Спецшколу, в которой училась Катя Пояркова, а до нее наверняка и ее старший брат, Володя Яковлев нашел довольно быстро — минутах в пяти ходьбы от дома-башни. Несмотря на то что зимние каникулы были в самом разгаре, возле входа в солидное четырехэтажное здание стоял здоровенный детина в камуфляже — охранник. «И как только он тут не окоченел, на таком морозе?» — Володя с сочувствием поглядел на парня, который, не снимая толстых шерстяных перчаток, протянул руку к его удостоверению.
— Извини, браток, в руки не положено, — улыбнулся Яковлев, подивившись неопытности охраны. — Замерз здесь небось?
— Да нет, ничего… Мы с напарником, который внутри, каждые пятнадцать минут меняемся, дольше-то и правда не выдержишь… А вы, собственно говоря, по какому делу к нам и кто нужен-то?
— Дело у меня пустяковое, — заверил его Володя. — Снимок одной из ваших прошлогодних выпускниц нужен… А к кому, ты уж сам реши…
— Ну, это к завучу, пожалуй…
Парень собственноручно открыл двери школы, откуда немедленно вырвался целый клуб пара.
— Костя, проводи товарища к Инне Георгиевне, это из Москвы…
В отличие от своего напарника, Костя оказался хлипким парнишкой, которого даже камуфляжная форма не делала солиднее.
— Что, и правда из Москвы?
— Правда-правда, и времени у меня, парень, в обрез, — пресек Яковлев дальнейшие расспросы. — Где тут ваша Инна Георгиевна?
Костя слегка покраснел и, уже молча кивнув Владимиру, прытко двинулся влево по просторному, уставленному растениями в кадках коридору. По одну сторону коридора, как и в большинстве школ, располагались окна, забранные массивными решетками, по другою — двери, между которыми были развешаны доски с объявлениями, стенгазета, какие-то стенды со снимками. Возле одного из них, сообщавшего, что здесь запечатлены лучшие выпускники-медалисты, Володя задержался.

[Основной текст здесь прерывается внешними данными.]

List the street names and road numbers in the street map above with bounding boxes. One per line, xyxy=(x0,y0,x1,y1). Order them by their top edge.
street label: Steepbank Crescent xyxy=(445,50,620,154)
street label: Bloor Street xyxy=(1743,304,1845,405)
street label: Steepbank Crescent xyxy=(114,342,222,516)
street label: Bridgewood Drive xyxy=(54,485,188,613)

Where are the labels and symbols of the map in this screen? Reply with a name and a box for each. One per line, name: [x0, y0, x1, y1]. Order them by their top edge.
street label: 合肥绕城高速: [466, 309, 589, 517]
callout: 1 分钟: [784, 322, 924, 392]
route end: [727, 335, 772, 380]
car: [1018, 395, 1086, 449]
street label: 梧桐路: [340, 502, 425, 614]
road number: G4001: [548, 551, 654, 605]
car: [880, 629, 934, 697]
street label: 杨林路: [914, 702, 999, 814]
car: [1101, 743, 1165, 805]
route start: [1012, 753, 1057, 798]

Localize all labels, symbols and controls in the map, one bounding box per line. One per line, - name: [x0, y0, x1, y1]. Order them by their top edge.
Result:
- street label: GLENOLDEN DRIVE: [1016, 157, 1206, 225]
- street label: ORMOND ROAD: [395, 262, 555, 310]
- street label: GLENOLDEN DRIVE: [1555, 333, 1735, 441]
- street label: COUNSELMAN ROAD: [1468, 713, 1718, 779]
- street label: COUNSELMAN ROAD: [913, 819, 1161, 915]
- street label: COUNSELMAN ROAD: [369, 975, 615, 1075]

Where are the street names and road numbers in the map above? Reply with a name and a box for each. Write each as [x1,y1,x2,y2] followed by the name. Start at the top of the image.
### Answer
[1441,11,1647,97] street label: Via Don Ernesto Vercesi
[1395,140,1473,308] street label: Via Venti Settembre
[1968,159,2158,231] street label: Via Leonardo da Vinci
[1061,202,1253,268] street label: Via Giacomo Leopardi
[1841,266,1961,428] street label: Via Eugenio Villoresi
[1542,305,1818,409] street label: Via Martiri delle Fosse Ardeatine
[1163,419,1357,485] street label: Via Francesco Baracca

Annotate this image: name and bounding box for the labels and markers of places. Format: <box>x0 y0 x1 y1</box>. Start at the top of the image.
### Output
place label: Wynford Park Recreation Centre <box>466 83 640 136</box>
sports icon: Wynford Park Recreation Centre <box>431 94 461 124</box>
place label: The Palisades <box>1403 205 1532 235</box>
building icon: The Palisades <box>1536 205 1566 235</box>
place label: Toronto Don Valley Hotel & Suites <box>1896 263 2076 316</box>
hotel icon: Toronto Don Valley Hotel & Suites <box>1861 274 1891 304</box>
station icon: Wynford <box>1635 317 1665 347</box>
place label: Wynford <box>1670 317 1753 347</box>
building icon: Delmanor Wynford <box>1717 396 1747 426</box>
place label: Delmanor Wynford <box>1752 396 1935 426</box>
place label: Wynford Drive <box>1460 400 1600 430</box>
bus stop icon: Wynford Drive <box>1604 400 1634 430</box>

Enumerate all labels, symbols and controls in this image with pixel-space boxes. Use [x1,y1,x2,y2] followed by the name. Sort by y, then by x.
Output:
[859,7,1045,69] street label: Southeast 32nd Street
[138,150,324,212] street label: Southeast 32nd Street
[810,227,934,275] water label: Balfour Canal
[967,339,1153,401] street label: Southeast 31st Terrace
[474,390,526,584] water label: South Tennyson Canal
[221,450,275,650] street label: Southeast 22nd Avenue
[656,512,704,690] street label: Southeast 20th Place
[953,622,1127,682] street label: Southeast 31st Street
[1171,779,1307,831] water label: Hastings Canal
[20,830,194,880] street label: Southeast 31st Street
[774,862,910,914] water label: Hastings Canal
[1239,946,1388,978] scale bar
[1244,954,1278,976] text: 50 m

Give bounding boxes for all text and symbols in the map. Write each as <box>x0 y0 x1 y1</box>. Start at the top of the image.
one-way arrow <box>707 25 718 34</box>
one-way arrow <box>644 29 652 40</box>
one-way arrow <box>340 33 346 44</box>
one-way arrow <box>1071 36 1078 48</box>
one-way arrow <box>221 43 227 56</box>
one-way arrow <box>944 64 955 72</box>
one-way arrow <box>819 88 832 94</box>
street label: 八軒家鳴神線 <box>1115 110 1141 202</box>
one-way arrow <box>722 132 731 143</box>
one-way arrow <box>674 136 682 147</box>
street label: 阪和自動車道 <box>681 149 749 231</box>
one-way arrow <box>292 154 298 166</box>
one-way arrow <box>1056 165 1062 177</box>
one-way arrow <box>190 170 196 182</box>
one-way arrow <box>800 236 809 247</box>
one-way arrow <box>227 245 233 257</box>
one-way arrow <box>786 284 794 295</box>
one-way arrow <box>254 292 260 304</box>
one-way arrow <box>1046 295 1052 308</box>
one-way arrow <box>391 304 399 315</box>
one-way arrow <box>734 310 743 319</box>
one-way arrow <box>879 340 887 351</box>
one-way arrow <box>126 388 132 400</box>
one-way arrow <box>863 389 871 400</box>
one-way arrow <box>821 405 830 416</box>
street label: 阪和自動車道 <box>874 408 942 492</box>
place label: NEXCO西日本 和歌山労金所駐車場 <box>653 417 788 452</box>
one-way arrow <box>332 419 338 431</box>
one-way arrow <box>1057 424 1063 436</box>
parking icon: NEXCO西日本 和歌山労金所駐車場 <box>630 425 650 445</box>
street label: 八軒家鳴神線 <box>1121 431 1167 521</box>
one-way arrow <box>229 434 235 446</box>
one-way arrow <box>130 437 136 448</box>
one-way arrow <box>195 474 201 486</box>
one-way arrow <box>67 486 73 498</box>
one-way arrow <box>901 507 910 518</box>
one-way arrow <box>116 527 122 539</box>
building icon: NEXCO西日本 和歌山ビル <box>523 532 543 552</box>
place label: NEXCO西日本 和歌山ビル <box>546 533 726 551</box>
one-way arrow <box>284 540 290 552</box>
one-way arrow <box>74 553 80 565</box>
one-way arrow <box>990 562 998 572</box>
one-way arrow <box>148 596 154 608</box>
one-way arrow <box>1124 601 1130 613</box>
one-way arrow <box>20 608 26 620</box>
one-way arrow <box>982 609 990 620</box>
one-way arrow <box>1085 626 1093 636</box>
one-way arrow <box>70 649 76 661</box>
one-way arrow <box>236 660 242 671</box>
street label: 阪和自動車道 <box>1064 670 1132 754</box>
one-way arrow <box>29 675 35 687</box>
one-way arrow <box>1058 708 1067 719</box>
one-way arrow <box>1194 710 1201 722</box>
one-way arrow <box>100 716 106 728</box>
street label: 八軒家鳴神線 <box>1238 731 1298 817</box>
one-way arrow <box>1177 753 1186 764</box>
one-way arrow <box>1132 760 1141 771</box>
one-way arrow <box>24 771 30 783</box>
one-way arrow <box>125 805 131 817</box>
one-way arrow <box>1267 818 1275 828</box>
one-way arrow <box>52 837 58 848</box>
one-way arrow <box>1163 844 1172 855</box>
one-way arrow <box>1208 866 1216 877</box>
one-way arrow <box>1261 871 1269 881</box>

Катю он узнал сразу, хотя девочка на фотографии здорово отличалась от той вялой, опустошенной какой-то девушки, совсем недавно коротко, «да — нет», отвечавшей на Володины вопросы. Оно и понятно: здесь ее снимали, видимо, еще до того, как на семью обрушился арест отца. У Кати оказалась очень привлекательная, милая улыбка, а сияющие глаза невольно притягивали к себе взгляд. И вновь она напомнила Яковлеву какую-то артистку. Или не артистку?
Он задумчиво уставился на снимок, но в этот момент его окликнул охранник, и Владимир поспешил нагнать уже успевшего побывать в кабинете завуча и предупредить ее о неожиданном визите Костю.